2025 Union Budget of India
- Emblem of India
- Submitted: 1 February 2025
- Submitted by: Nirmala Sitharaman Minister of Finance
- Submitted to: Parliament of India
- Presented: 1 February 2025
- Passed: 1 February 2025
- Country: India
- Parliament: 18th (Lok Sabha)
- Government: Third Modi ministry
- Party: Bharatiya Janata Party
- Finance minister: Nirmala Sitharaman
- Total revenue: ₹34.96 trillion (US$360 billion)
- Total expenditures: ₹50.65 trillion (US$530 billion)
- Tax cuts: Complete tax rebate on income upto ₹12.75 lakh
- Deficit: ▼4.4% of GDP
- Debt: ▼56.1% of GDP
- GDP: ▲4.271 Trillion
- Website: www.indiabudget.gov.in

= 2025 Union budget of India =

Government budget

The 2025 Union budget of India was presented by Finance Minister Nirmala Sitharaman on 1 February 2025 for the financial year 2025–2026. This was the first full financial year budget of Prime Minister Narendra Modi's third term in office.

== Major announcements ==

=== Taxation reforms ===
- Zero Income Tax up to 12 Lakh: Under the new tax regime, no income tax will be levied on incomes up to ₹12 lakh. Income in upwards of ₹12 lakh will be levied tax according to the revamped tax slabs.
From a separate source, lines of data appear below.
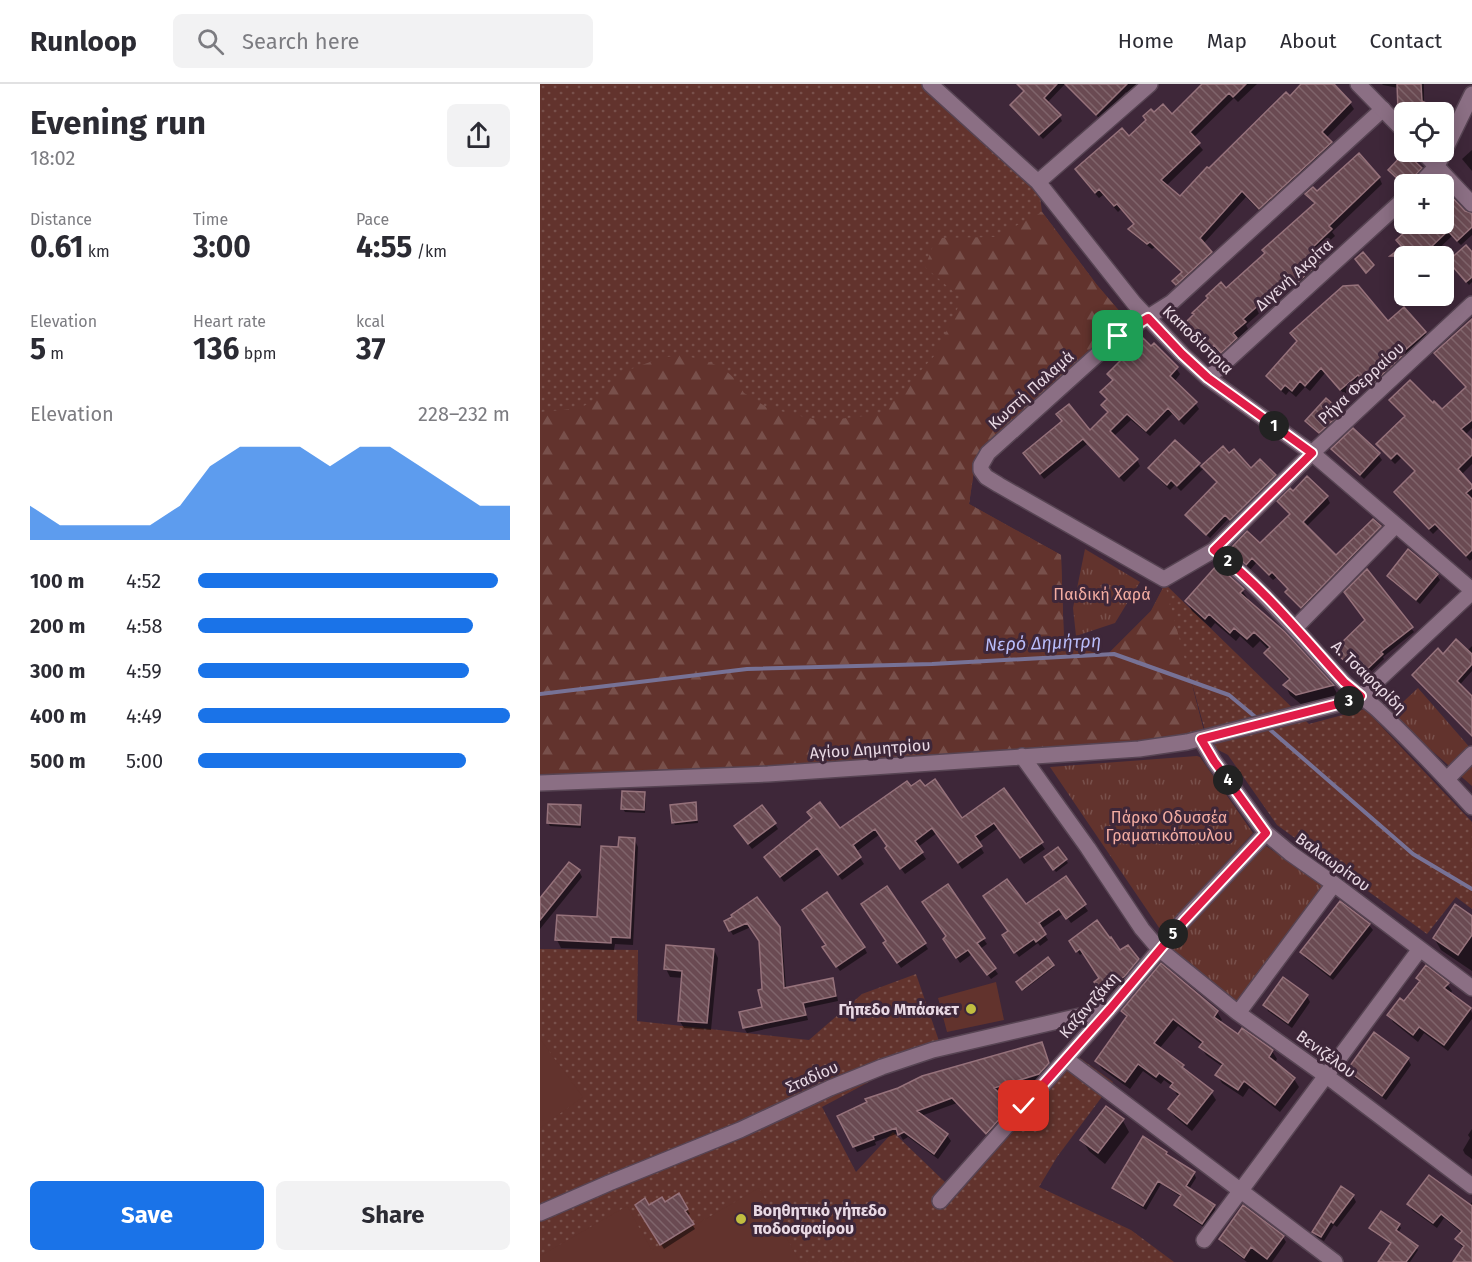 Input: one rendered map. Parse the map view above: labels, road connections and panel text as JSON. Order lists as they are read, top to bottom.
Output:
{
  "streets": {
    "street": [
      "Διγενή Ακρίτα",
      "Καποδίστρια",
      "Ρήγα Φερραίου",
      "Κωστή Παλαμά",
      "Α. Τσαφαρίδη",
      "Αγίου Δημητρίου",
      "Βαλαωρίτου",
      "Καζαντζάκη",
      "Βενιζέλου",
      "Σταδίου"
    ]
  },
  "crossings": [
    ["Διγενή Ακρίτα", "Καποδίστρια"],
    ["Καποδίστρια", "Ρήγα Φερραίου"],
    ["Καποδίστρια", "Κωστή Παλαμά"],
    ["Ρήγα Φερραίου", "Κωστή Παλαμά"],
    ["Ρήγα Φερραίου", "Α. Τσαφαρίδη"],
    ["Α. Τσαφαρίδη", "Αγίου Δημητρίου"],
    ["Αγίου Δημητρίου", "Βαλαωρίτου"],
    ["Αγίου Δημητρίου", "Βενιζέλου"],
    ["Βαλαωρίτου", "Καζαντζάκη"],
    ["Καζαντζάκη", "Βενιζέλου"],
    ["Καζαντζάκη", "Σταδίου"]
  ],
  "water": ["Νερό Δημήτρη"],
  "parks": ["Παιδική Χαρά", "Πάρκο Οδυσσέα Γραματικόπουλου"],
  "places": ["Γήπεδο Μπάσκετ", "Βοηθητικό γήπεδο ποδοσφαίρου"],
  "page": {
    "header": "Runloop",
    "search": "Search here",
    "nav": [
      "Home",
      "Map",
      "About",
      "Contact"
    ],
    "heading": ["Evening run", "18:02"],
    "map_buttons": ["+", "−"],
    "stats": [
      ["Distance", "0.61 km"],
      ["Time", "3:00"],
      ["Pace", "4:55 /km"],
      ["Elevation", "5 m"],
      ["Heart rate", "136 bpm"],
      ["kcal", "37"]
    ],
    "chart": ["Elevation", "228–232 m"],
    "pins": [
      "1",
      "2",
      "3",
      "4",
      "5"
    ],
    "list": [
      {
        "name": "100 m",
        "note": "4:52"
      },
      {
        "name": "200 m",
        "note": "4:58"
      },
      {
        "name": "300 m",
        "note": "4:59"
      },
      {
        "name": "400 m",
        "note": "4:49"
      },
      {
        "name": "500 m",
        "note": "5:00"
      }
    ],
    "buttons": ["Save", "Share"]
  }
} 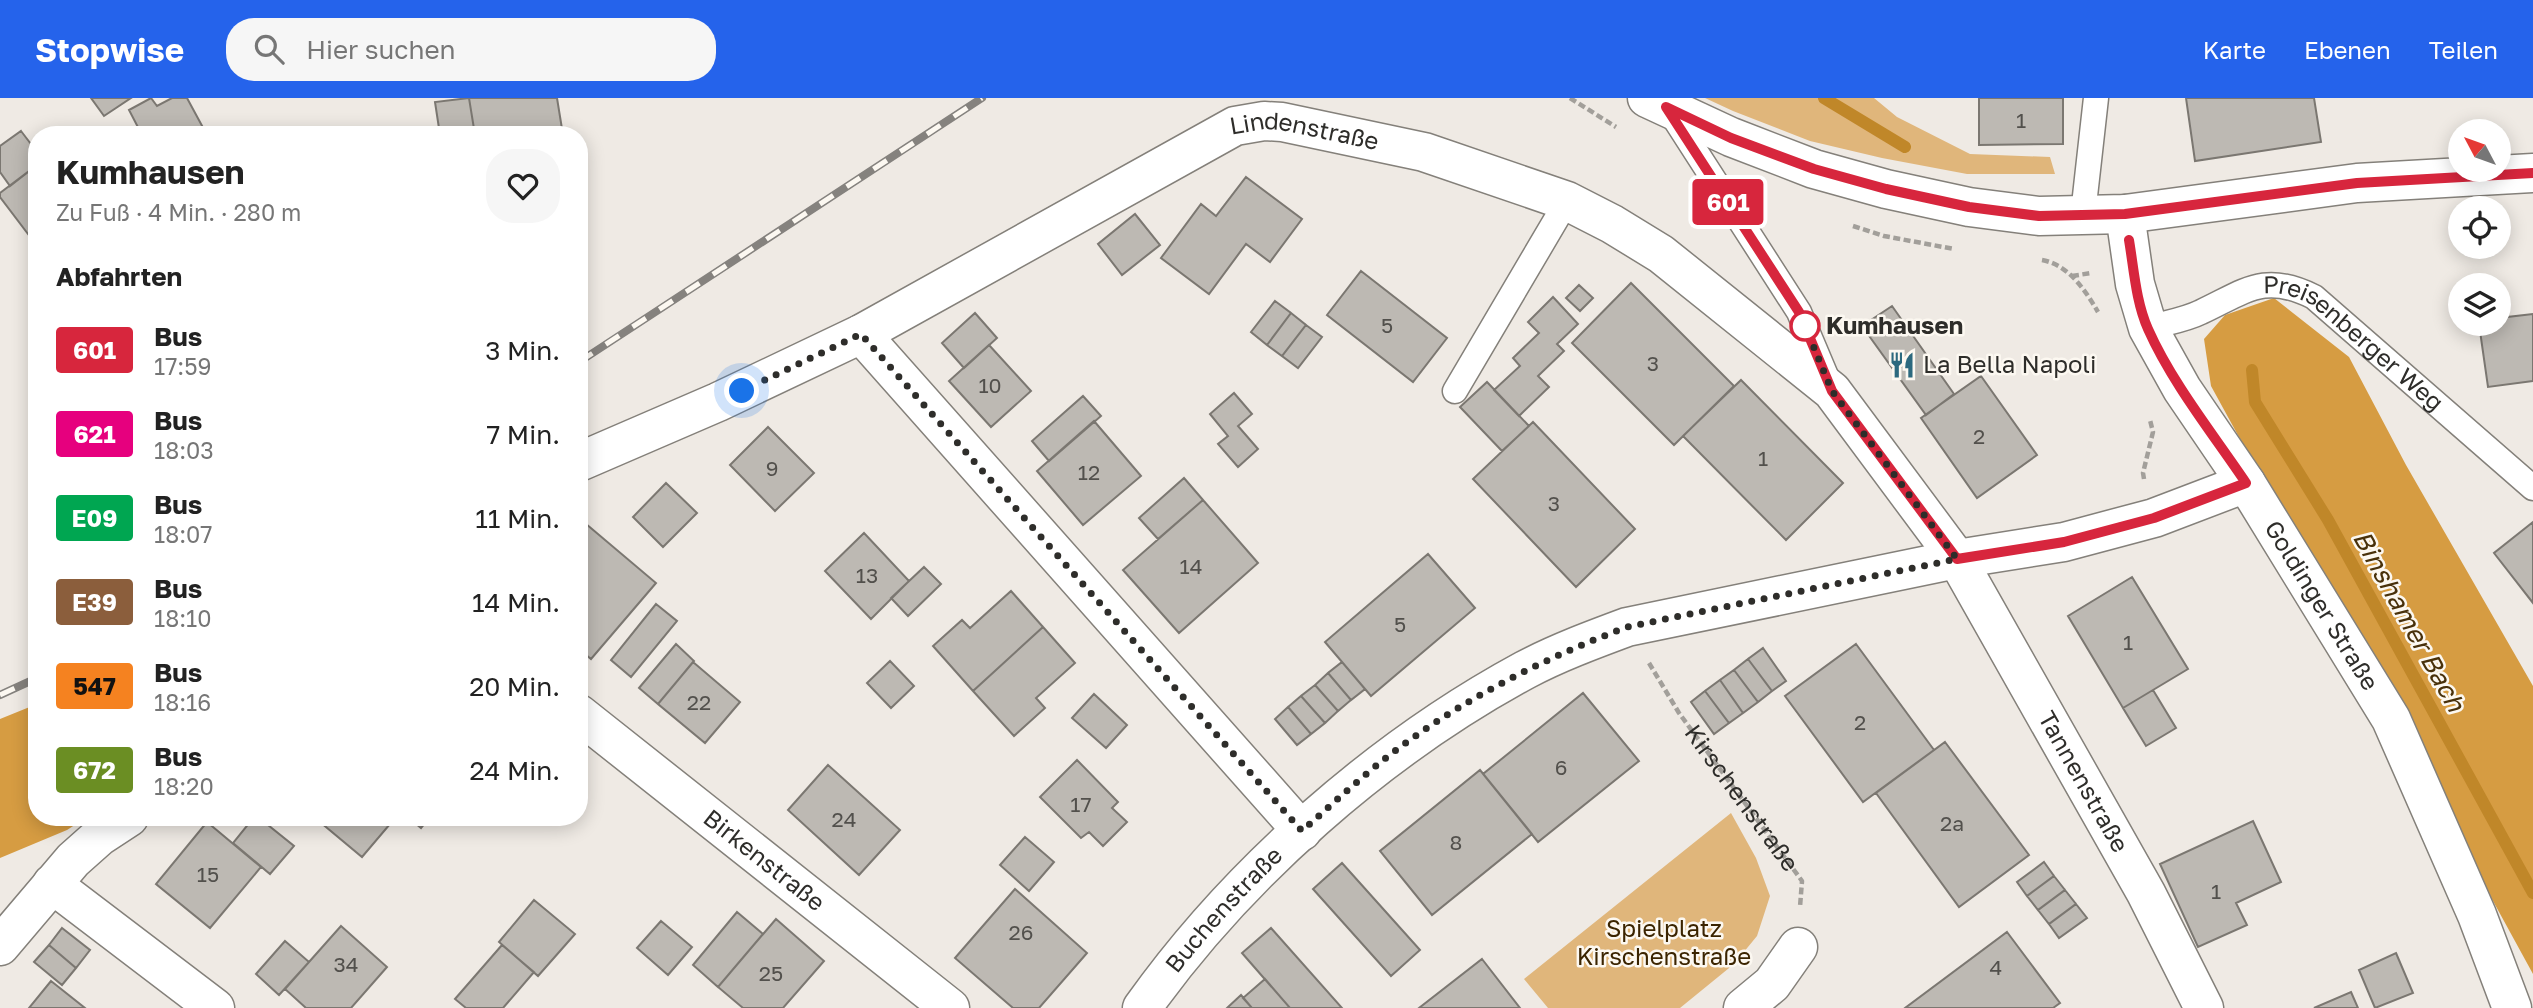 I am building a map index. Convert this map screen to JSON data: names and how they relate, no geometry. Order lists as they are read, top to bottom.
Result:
{
  "streets": {
    "street": [
      "Lindenstraße",
      "Goldinger Straße",
      "Tannenstraße",
      "Birkenstraße",
      "Buchenstraße"
    ],
    "lane": ["Preisenberger Weg"],
    "path": ["Kirschenstraße"]
  },
  "crossings": [
    ["Lindenstraße", "Tannenstraße"],
    ["Lindenstraße", "Buchenstraße"],
    ["Preisenberger Weg", "Goldinger Straße"],
    ["Goldinger Straße", "Buchenstraße"],
    ["Tannenstraße", "Buchenstraße"],
    ["Kirschenstraße", "Buchenstraße"]
  ],
  "water": ["Binshamer Bach"],
  "parks": ["Spielplatz Kirschenstraße"],
  "places": {
    "other": ["Kumhausen"],
    "restaurant": ["La Bella Napoli"]
  },
  "lines": ["bus line 601"],
  "house_numbers": [
    "1",
    "5",
    "3",
    "10",
    "2",
    "1",
    "9",
    "12",
    "3",
    "14",
    "13",
    "5",
    "1",
    "22",
    "2",
    "6",
    "17",
    "24",
    "2a",
    "8",
    "15",
    "1",
    "26",
    "34",
    "4",
    "25"
  ],
  "north": "top left",
  "page": {
    "header": "Stopwise",
    "search": "Hier suchen",
    "nav": ["Karte", "Ebenen", "Teilen"],
    "on_map": "601",
    "heading": [
      ["Kumhausen", "Zu Fuß · 4 Min. · 280 m"],
      "Abfahrten"
    ],
    "list": [
      {
        "mark": "601",
        "name": "Bus",
        "note": "17:59",
        "value": "3 Min."
      },
      {
        "mark": "621",
        "name": "Bus",
        "note": "18:03",
        "value": "7 Min."
      },
      {
        "mark": "E09",
        "name": "Bus",
        "note": "18:07",
        "value": "11 Min."
      },
      {
        "mark": "E39",
        "name": "Bus",
        "note": "18:10",
        "value": "14 Min."
      },
      {
        "mark": "547",
        "name": "Bus",
        "note": "18:16",
        "value": "20 Min."
      },
      {
        "mark": "672",
        "name": "Bus",
        "note": "18:20",
        "value": "24 Min."
      }
    ]
  }
} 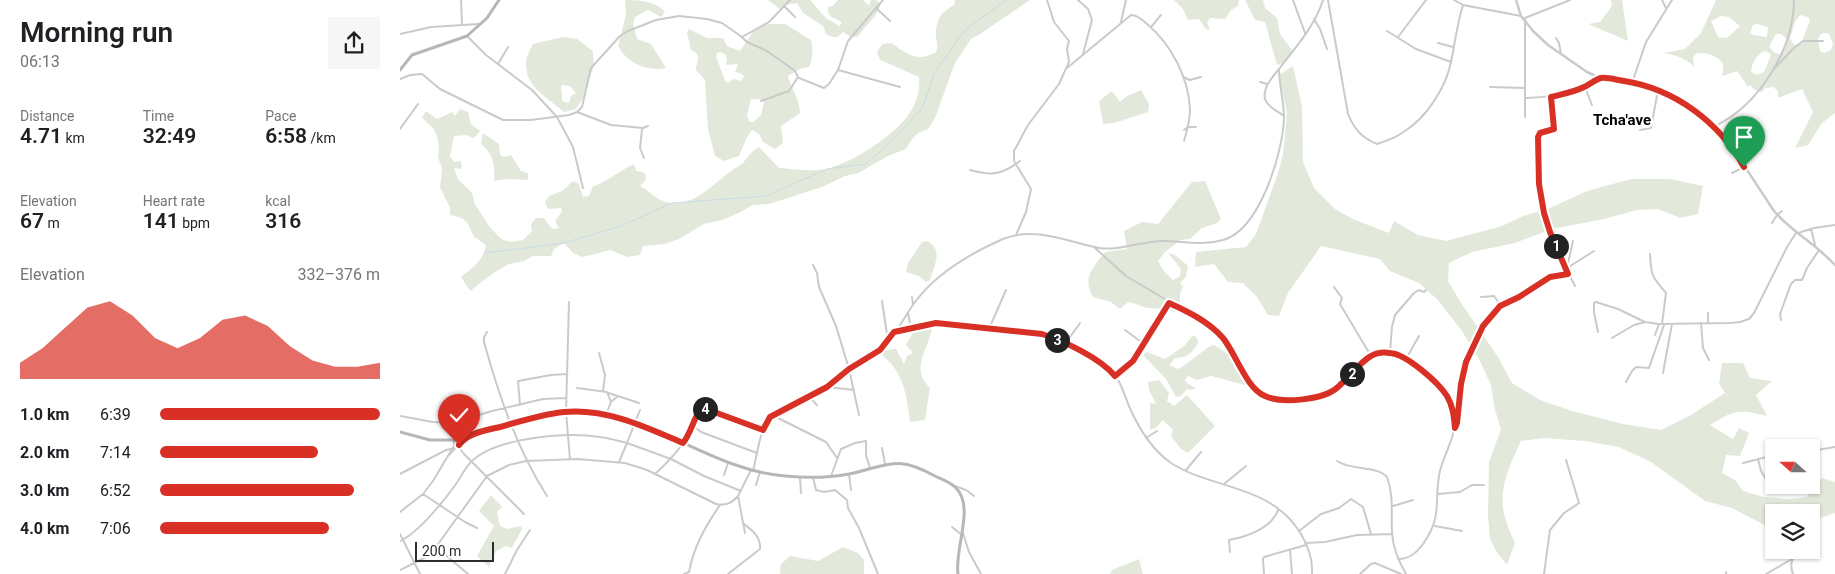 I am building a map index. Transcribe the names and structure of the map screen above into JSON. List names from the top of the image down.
{
  "districts": ["Tcha'ave"],
  "scale_bar": "200 m",
  "north": "left",
  "page": {
    "heading": ["Morning run", "06:13"],
    "stats": [
      ["Distance", "4.71 km"],
      ["Time", "32:49"],
      ["Pace", "6:58 /km"],
      ["Elevation", "67 m"],
      ["Heart rate", "141 bpm"],
      ["kcal", "316"]
    ],
    "pins": [
      "1",
      "3",
      "2",
      "4"
    ],
    "chart": ["Elevation", "332–376 m"],
    "list": [
      {
        "name": "1.0 km",
        "note": "6:39"
      },
      {
        "name": "2.0 km",
        "note": "7:14"
      },
      {
        "name": "3.0 km",
        "note": "6:52"
      },
      {
        "name": "4.0 km",
        "note": "7:06"
      }
    ],
    "scale": "200 m"
  }
} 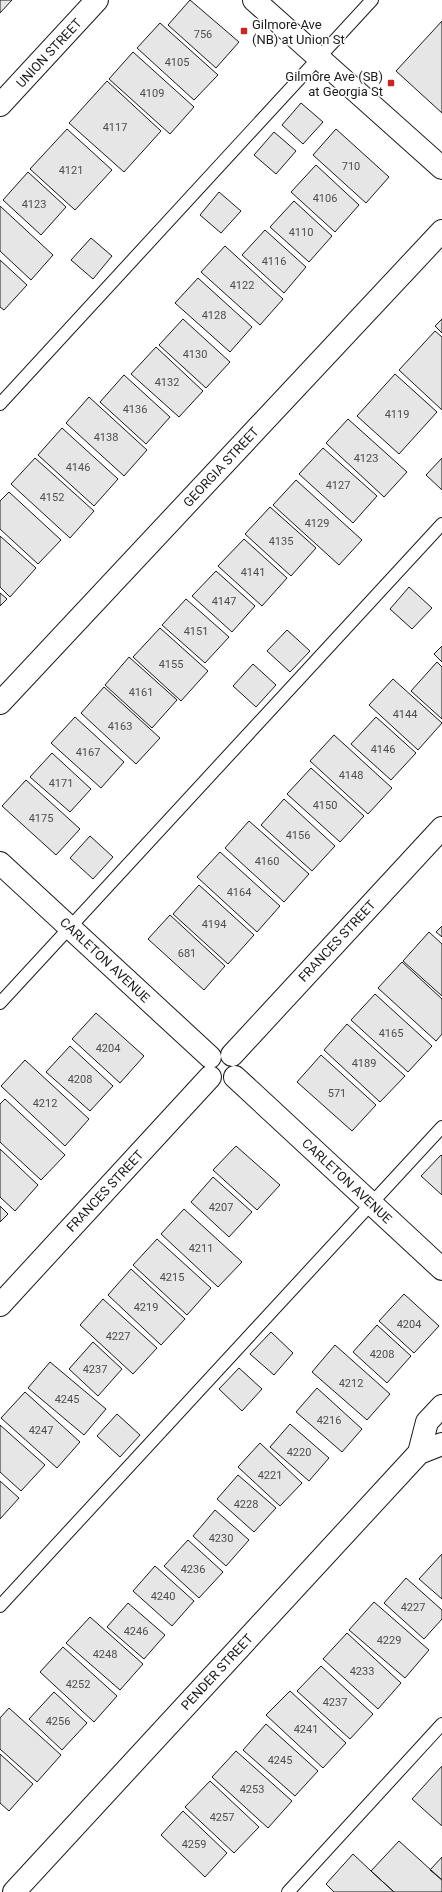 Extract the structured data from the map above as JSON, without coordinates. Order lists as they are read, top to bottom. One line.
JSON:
{"streets":{"street":["UNION STREET","GEORGIA STREET","FRANCES STREET","CARLETON AVENUE","PENDER STREET"]},"crossings":[["FRANCES STREET","CARLETON AVENUE"]],"places":{"transit":["Gilmore Ave (NB) at Union St","Gilmore Ave (SB) at Georgia St"]},"house_numbers":["756","4105","4109","4117","710","4121","4106","4123","4110","4116","4122","4128","4130","4132","4136","4119","4138","4123","4146","4127","4152","4129","4135","4141","4147","4151","4155","4161","4144","4163","4146","4167","4148","4171","4150","4175","4156","4160","4164","4194","681","4165","4204","4189","4208","571","4212","4207","4211","4215","4219","4204","4227","4208","4237","4212","4245","4216","4247","4220","4221","4228","4230","4236","4240","4227","4246","4229","4248","4233","4252","4237","4256","4241","4245","4253","4257","4259"]} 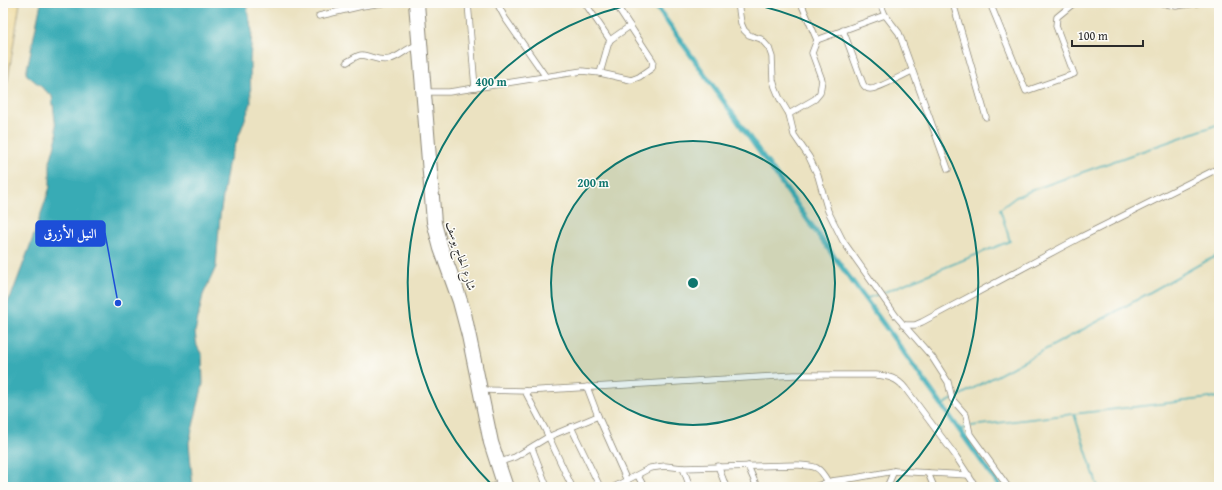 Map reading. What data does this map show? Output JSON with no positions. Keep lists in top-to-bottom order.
{
  "streets": {
    "main road": ["شارع الحاج يوسف"]
  },
  "places": ["النيل الأزرق"],
  "scale_bar": "100 m",
  "rings": ["400 m", "200 m"]
}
The tax rates for the old tax regime, however, remain unchanged.
- TDS and TCS Rationalization: The limit for tax deduction at source (TDS) on interest for senior citizens has been doubled from ₹50,000 to ₹1 lakh, and the annual limit for TDS on rent increased from ₹2.40 lakh to ₹6 lakh.
- Tax Exemption: Withdrawals made from the National Savings Scheme by individuals on or after 29 August, 2024, will be exempt from tax.
- Extension of Time-Limit to File Income Tax Returns: The deadline to file updated returns has increased from two to four years.
- New Income Tax Bill: This bill seeks to simplify tax regime and reduce compliance burden. The bill was tabled in the Parliament in the subsequent half of the budget session.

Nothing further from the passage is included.